** Opening Data section block **

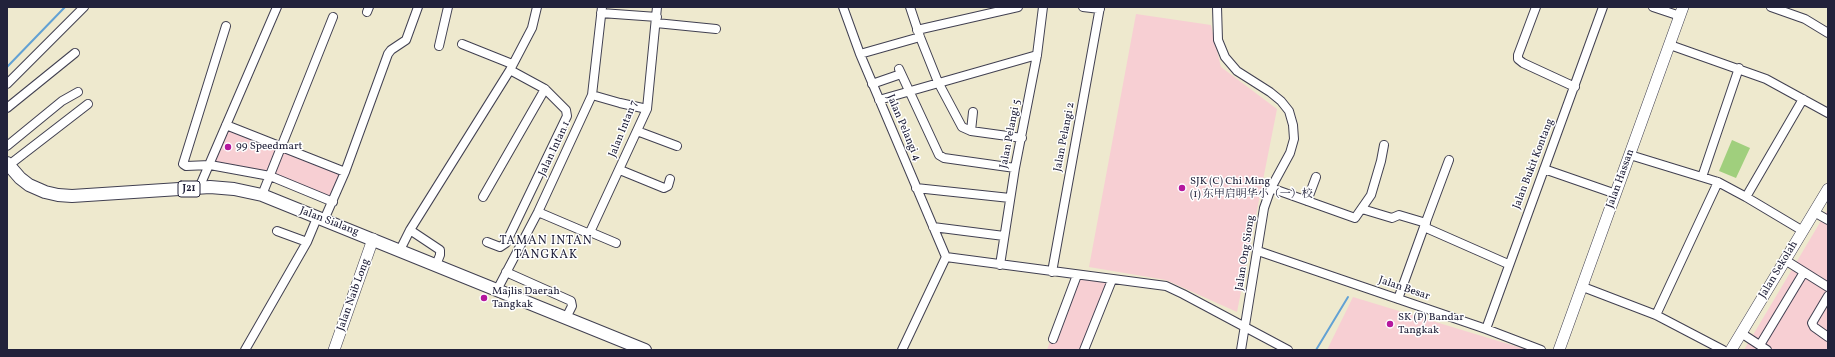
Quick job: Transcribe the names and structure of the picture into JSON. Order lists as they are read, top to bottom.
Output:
{
  "streets": {
    "main road": ["J21", "Jalan Sialang"],
    "street": [
      "Jalan Pelangi 4",
      "Jalan Intan 7",
      "Jalan Pelangi 5",
      "Jalan Pelangi 2",
      "Jalan Intan 1",
      "Jalan Bukit Kontang",
      "Jalan Hassan",
      "Jalan Ong Siong",
      "Jalan Sekolah",
      "Jalan Besar",
      "Jalan Naib Long"
    ]
  },
  "crossings": [
    ["Jalan Intan 1", "Jalan Sialang"],
    ["Jalan Bukit Kontang", "Jalan Besar"],
    ["Jalan Sialang", "Jalan Naib Long"],
    ["Jalan Ong Siong", "Jalan Besar"]
  ],
  "districts": ["TAMAN INTAN TANGKAK"],
  "places": [
    "99 Speedmart",
    "SJK (C) Chi Ming (1) 东甲启明华小（一）校",
    "Majlis Daerah Tangkak",
    "SK (P) Bandar Tangkak"
  ]
}
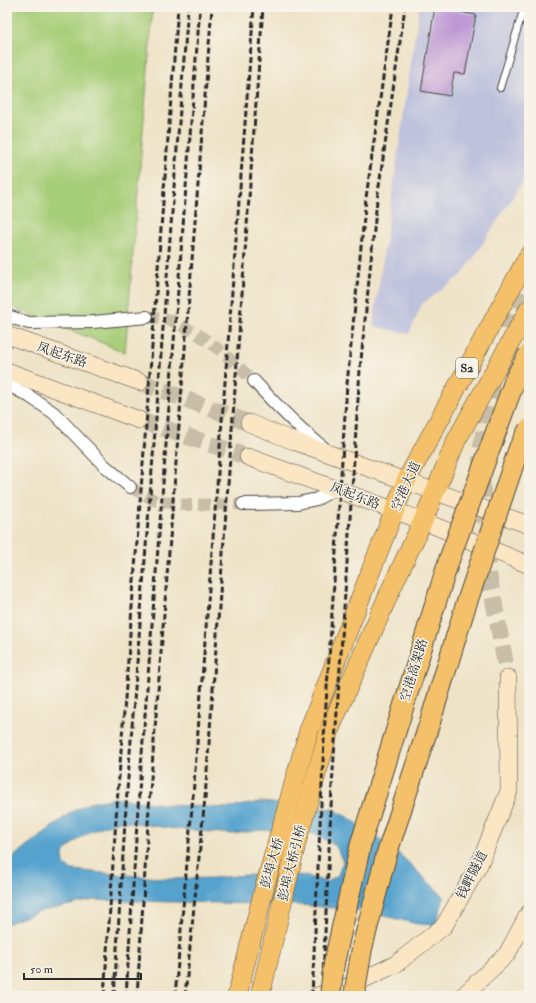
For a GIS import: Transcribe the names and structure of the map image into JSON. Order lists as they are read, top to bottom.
{
  "streets": {
    "highway": ["空港高架路"],
    "main road": [
      "凤起东路",
      "S2",
      "空港大道",
      "彭埠大桥",
      "彭埠大桥引桥",
      "钱畔隧道"
    ]
  },
  "crossings": [
    ["凤起东路", "空港大道"],
    ["凤起东路", "彭埠大桥引桥"],
    ["空港大道", "彭埠大桥"]
  ],
  "scale_bar": "50 m"
}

** Closing Data section block **

> **The task**:
Your answer should reproduce every line of the data verbatim and include no images.

> **Response**:
Quick job: Transcribe the names and structure of the picture into JSON. Order lists as they are read, top to bottom.
Output:
{
  "streets": {
    "main road": ["J21", "Jalan Sialang"],
    "street": [
      "Jalan Pelangi 4",
      "Jalan Intan 7",
      "Jalan Pelangi 5",
      "Jalan Pelangi 2",
      "Jalan Intan 1",
      "Jalan Bukit Kontang",
      "Jalan Hassan",
      "Jalan Ong Siong",
      "Jalan Sekolah",
      "Jalan Besar",
      "Jalan Naib Long"
    ]
  },
  "crossings": [
    ["Jalan Intan 1", "Jalan Sialang"],
    ["Jalan Bukit Kontang", "Jalan Besar"],
    ["Jalan Sialang", "Jalan Naib Long"],
    ["Jalan Ong Siong", "Jalan Besar"]
  ],
  "districts": ["TAMAN INTAN TANGKAK"],
  "places": [
    "99 Speedmart",
    "SJK (C) Chi Ming (1) 东甲启明华小（一）校",
    "Majlis Daerah Tangkak",
    "SK (P) Bandar Tangkak"
  ]
}
For a GIS import: Transcribe the names and structure of the map image into JSON. Order lists as they are read, top to bottom.
{
  "streets": {
    "highway": ["空港高架路"],
    "main road": [
      "凤起东路",
      "S2",
      "空港大道",
      "彭埠大桥",
      "彭埠大桥引桥",
      "钱畔隧道"
    ]
  },
  "crossings": [
    ["凤起东路", "空港大道"],
    ["凤起东路", "彭埠大桥引桥"],
    ["空港大道", "彭埠大桥"]
  ],
  "scale_bar": "50 m"
}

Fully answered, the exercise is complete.